#### About this exercise:
Wherever a line of the records contains "hidden", copy that line.

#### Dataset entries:
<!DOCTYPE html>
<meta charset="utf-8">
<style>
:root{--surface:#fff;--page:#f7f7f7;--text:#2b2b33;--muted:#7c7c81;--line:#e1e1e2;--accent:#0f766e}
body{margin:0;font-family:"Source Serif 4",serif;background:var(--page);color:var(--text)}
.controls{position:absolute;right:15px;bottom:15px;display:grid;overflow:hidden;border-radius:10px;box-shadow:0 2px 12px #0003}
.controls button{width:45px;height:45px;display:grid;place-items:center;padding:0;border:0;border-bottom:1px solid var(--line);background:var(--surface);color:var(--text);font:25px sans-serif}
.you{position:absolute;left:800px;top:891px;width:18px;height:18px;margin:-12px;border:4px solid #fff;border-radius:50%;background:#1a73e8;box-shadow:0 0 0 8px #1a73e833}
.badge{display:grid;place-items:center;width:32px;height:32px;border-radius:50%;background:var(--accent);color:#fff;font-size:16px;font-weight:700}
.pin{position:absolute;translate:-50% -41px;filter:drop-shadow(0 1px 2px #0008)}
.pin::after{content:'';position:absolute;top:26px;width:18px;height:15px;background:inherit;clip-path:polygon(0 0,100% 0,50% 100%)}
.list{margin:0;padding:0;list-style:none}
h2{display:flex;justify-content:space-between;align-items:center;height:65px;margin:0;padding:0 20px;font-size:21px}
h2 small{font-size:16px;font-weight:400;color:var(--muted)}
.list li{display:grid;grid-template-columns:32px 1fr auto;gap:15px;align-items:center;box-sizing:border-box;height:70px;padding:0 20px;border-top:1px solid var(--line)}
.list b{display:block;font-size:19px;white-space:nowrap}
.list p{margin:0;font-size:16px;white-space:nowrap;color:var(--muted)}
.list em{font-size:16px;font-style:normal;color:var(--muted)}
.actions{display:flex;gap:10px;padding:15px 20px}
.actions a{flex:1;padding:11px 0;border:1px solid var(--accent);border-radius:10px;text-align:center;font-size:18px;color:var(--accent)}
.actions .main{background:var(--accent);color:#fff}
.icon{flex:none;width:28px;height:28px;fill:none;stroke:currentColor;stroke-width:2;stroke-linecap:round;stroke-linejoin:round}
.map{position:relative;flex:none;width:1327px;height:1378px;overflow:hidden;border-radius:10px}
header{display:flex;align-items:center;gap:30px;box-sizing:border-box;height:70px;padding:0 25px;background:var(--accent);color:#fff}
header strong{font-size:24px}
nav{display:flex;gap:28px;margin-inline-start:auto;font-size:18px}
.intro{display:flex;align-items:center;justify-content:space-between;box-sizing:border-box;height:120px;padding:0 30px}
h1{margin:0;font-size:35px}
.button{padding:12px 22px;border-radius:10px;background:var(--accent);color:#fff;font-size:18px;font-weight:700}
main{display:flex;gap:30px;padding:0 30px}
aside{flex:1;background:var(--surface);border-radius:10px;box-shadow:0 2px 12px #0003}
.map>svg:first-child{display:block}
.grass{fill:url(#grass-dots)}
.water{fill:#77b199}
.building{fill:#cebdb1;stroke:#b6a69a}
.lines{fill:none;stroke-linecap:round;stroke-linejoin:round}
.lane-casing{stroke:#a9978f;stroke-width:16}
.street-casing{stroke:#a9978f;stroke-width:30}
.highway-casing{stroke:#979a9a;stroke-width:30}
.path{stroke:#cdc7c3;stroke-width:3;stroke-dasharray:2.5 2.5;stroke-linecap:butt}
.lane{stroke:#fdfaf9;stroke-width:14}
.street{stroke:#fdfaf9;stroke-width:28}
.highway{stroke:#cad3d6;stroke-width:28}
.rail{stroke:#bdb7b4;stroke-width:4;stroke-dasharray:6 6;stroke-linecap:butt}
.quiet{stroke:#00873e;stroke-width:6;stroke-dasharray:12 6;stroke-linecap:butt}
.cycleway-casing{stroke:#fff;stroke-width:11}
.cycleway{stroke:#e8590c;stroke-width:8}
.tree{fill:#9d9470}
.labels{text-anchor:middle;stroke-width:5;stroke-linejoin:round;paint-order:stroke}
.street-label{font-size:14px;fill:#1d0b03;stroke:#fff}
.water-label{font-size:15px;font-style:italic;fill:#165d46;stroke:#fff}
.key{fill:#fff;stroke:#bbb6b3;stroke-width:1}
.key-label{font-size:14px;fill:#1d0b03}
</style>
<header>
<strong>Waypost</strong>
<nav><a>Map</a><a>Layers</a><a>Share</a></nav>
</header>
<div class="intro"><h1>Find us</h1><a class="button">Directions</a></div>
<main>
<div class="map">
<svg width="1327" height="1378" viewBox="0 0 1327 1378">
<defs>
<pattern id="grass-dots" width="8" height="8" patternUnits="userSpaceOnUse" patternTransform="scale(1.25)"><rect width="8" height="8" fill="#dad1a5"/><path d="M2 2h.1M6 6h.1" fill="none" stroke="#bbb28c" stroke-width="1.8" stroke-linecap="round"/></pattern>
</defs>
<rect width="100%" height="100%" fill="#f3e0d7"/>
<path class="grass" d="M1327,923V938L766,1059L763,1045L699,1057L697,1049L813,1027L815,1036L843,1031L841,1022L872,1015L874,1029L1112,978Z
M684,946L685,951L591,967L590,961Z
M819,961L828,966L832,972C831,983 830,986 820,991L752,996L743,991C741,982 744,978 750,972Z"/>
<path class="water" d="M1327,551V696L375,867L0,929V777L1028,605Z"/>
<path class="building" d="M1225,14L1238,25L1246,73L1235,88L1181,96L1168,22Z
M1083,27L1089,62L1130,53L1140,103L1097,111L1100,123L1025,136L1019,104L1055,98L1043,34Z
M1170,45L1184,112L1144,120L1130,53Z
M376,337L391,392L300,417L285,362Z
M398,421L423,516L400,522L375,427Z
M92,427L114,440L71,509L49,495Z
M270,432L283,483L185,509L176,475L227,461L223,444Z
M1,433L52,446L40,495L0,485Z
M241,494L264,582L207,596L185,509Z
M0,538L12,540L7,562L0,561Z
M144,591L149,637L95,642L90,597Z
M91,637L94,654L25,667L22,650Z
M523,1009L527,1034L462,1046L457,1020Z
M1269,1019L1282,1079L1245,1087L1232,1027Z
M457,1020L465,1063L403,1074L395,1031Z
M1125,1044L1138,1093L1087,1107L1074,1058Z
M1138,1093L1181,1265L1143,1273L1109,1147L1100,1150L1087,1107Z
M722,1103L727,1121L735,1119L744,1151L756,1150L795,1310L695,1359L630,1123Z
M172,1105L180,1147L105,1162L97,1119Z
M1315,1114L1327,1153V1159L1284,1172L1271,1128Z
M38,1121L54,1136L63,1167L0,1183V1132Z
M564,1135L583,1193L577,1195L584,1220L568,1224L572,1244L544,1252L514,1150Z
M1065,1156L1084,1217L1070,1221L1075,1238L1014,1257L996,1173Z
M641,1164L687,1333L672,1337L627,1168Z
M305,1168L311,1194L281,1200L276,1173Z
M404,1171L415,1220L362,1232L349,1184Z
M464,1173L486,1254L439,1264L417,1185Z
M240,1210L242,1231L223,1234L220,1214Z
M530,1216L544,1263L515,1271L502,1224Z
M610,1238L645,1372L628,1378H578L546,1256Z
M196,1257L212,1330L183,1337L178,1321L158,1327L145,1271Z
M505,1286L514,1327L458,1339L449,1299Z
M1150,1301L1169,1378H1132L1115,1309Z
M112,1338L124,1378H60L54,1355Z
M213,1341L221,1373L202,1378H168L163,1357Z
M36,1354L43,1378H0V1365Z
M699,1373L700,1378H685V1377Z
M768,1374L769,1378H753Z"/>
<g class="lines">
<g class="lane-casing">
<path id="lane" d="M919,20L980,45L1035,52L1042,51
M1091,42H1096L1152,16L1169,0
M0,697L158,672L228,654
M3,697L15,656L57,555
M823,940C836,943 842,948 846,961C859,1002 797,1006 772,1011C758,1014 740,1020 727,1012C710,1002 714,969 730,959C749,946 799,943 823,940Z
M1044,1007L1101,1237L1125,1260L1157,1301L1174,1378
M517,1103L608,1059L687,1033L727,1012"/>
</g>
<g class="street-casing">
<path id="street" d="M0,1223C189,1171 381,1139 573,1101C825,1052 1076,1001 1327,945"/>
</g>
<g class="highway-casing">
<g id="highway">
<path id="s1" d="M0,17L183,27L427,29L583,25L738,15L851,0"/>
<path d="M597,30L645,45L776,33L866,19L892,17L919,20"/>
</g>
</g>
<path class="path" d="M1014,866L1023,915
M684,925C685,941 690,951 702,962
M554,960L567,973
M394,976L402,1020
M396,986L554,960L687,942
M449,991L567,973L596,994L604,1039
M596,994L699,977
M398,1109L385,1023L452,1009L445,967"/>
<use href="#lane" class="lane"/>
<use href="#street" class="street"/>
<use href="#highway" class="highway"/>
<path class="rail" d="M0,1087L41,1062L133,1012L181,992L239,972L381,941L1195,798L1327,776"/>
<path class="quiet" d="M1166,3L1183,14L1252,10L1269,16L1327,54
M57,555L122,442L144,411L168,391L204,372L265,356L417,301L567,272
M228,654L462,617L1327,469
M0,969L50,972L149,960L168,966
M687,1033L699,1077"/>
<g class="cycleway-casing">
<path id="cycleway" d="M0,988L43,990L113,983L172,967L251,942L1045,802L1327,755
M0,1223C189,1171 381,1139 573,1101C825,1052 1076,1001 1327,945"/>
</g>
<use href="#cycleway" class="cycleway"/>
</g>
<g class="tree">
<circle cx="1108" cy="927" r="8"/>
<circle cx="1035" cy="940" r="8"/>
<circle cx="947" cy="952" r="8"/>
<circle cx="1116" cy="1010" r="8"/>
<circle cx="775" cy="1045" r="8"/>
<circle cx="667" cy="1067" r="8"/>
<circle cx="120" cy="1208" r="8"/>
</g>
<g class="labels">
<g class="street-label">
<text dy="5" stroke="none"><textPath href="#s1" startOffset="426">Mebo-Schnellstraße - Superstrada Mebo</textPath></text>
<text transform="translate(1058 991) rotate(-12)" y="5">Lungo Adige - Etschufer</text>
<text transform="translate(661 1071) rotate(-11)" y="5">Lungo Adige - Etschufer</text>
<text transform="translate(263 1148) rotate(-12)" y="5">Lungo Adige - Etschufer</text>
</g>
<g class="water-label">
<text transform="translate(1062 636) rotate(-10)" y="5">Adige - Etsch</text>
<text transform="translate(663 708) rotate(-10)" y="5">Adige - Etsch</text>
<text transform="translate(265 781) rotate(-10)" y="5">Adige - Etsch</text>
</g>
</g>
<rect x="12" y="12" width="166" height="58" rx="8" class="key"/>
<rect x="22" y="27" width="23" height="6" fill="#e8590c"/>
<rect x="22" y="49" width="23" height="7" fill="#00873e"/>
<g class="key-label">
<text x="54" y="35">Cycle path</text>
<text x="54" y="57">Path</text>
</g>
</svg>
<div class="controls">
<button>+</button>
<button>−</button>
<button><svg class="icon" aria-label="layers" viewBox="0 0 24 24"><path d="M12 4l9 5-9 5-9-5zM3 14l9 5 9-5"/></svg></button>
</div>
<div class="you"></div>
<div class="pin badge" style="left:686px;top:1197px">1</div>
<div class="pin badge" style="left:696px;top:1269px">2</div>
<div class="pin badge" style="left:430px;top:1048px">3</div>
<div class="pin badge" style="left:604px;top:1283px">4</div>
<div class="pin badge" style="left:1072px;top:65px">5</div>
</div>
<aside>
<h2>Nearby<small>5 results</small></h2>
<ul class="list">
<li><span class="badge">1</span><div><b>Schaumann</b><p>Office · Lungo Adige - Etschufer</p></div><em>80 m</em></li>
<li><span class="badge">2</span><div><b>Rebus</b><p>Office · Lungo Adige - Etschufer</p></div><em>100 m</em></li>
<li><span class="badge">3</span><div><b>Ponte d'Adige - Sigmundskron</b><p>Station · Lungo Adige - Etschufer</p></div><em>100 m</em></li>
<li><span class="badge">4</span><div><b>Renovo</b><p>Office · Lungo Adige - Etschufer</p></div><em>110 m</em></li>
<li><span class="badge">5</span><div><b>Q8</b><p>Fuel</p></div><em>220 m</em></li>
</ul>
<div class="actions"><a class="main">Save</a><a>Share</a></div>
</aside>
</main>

#### Task response:
.controls{position:absolute;right:15px;bottom:15px;display:grid;overflow:hidden;border-radius:10px;box-shadow:0 2px 12px #0003}
.map{position:relative;flex:none;width:1327px;height:1378px;overflow:hidden;border-radius:10px}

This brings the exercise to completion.